Review: The Race to Save the Romanovs, by Helen Rappaport

This week marks the 100th anniversary of the murder of the Russian imperial family by the Bolsheviks. Among those killed were not only the hated Tsar Nicholas and his wife Alexandra, but also their five children and the servants. It is now generally accepted that the murder was a barbaric act, and these days it is marked by pilgrimages of many thousands of Russians to the site of the crime.

Helen Rappaport’s book, completed just in time to mark the anniversary, is the latest attempt by a historian to discover the truth about the fate of the Romanovs. We now know with certainty that they all died; the discovery of their graves and DNA evidence is quite convincing on these points. All those men and women who claimed to be Anastasia or Alexei were frauds. What we do not know is if they could have been saved, and if so, by whom.

Rappaport has done an extraordinary job of research in archives, including some of the most unlikely places, to try to discover the truth behind stories of attempts by the British royal family, or the German Kaiser, or local Russian monarchists, to whisk the imperial family away from their captors. She concludes that there really never was much of a chance, once the Tsar had abdicated, of this happening, not least because he and his wife had no desire to go into exile.

She also makes it abundantly clear that the British royal family made no effort to intervene in part for fear that hosting the hated former Tsar on British soil could trigger a republican revolution that would have brought down the House of Windsor.

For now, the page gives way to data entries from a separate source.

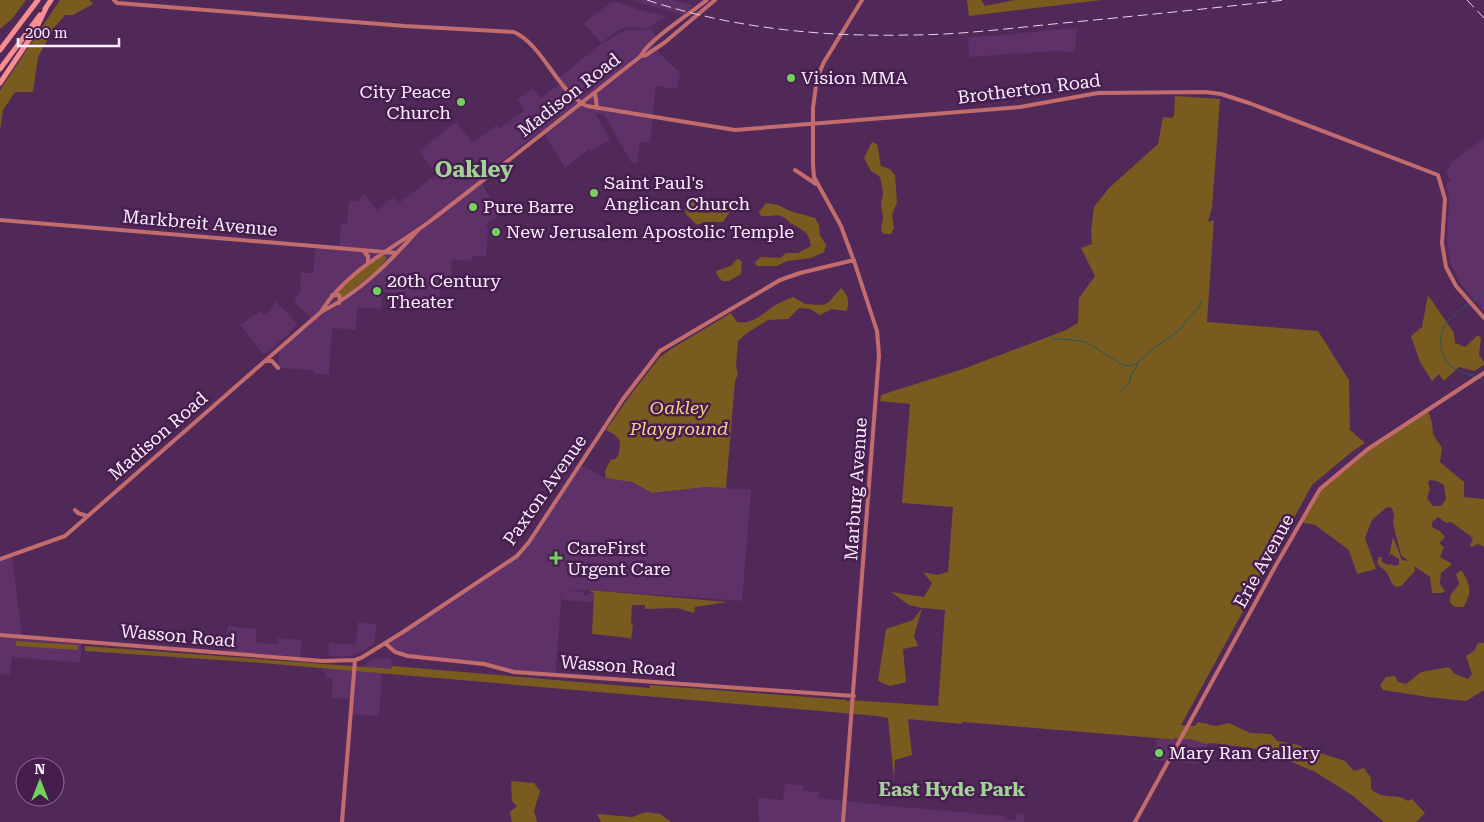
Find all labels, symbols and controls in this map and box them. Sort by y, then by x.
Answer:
scale bar [18,15,119,47]
text: 200 m [25,24,68,42]
street label: Madison Road [513,48,624,141]
place label: Vision MMA [801,67,908,88]
street label: Brotherton Road [956,69,1102,108]
marker: Vision MMA [785,72,797,84]
place label: City Peace Church [360,81,451,123]
marker: City Peace Church [455,96,467,108]
district label: Oakley [435,157,514,182]
place label: Saint Paul's Anglican Church [604,172,751,214]
marker: Saint Paul's Anglican Church [588,187,600,199]
place label: Pure Barre [483,196,574,217]
marker: Pure Barre [467,201,479,213]
street label: Markbreit Avenue [122,205,278,240]
place label: New Jerusalem Apostolic Temple [506,221,794,242]
marker: New Jerusalem Apostolic Temple [490,226,502,238]
place label: 20th Century Theater [387,270,501,312]
marker: 20th Century Theater [371,285,383,297]
street label: Madison Road [104,387,212,484]
park label: Oakley Playground [629,397,728,439]
street label: Marburg Avenue [840,417,871,561]
street label: Paxton Avenue [499,430,591,549]
street label: Erie Avenue [1229,510,1298,611]
place label: CareFirst Urgent Care [567,537,671,579]
marker: CareFirst Urgent Care [549,551,563,565]
street label: Wasson Road [120,620,237,651]
street label: Wasson Road [560,651,677,680]
place label: Mary Ran Gallery [1169,742,1321,763]
marker: Mary Ran Gallery [1153,747,1165,759]
north arrow [15,757,65,807]
text: N [35,761,46,777]
district label: East Hyde Park [879,778,1025,801]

The book is punctuated with italicised paragraphs going into great deal about things like the mis-filing of documents in the National Archives in Kew — which interested me tremendously though I doubt a general audience would enjoy these as much.

The only failings in the book which I could see — and this is something every historian deals with — is when she leaves the familiar ground of the imperial family and comments on something else. For example, she describes historian N. Sukhanov as a Bolshevik when he was not; in fact, he was tried as a Menshevik and eventually executed on Stalin’s orders. Or her reference to “the new official newspaper, the Bolshevik-run Pravda” in early 1917 — a time when Pravda was the party organ of Lenin’s Bolsheviks. It would not have any “official” status until the Bolshevik coup in November of that year. She may even have gotten it wrong in referring to “railway lines largely controlled by hostile Bolshevik revolutionaries” in April 1917 — a time when the Bolsheviks were a fairly small party, one among many, and without Lenin yet on the scene, not much more militant than any of the others.

That having been said, the book is not about the Bolsheviks — it’s about the fate of the Romanovs, and it’s excellently researched and well-written and may, perhaps, turn out to be the final word on the subject.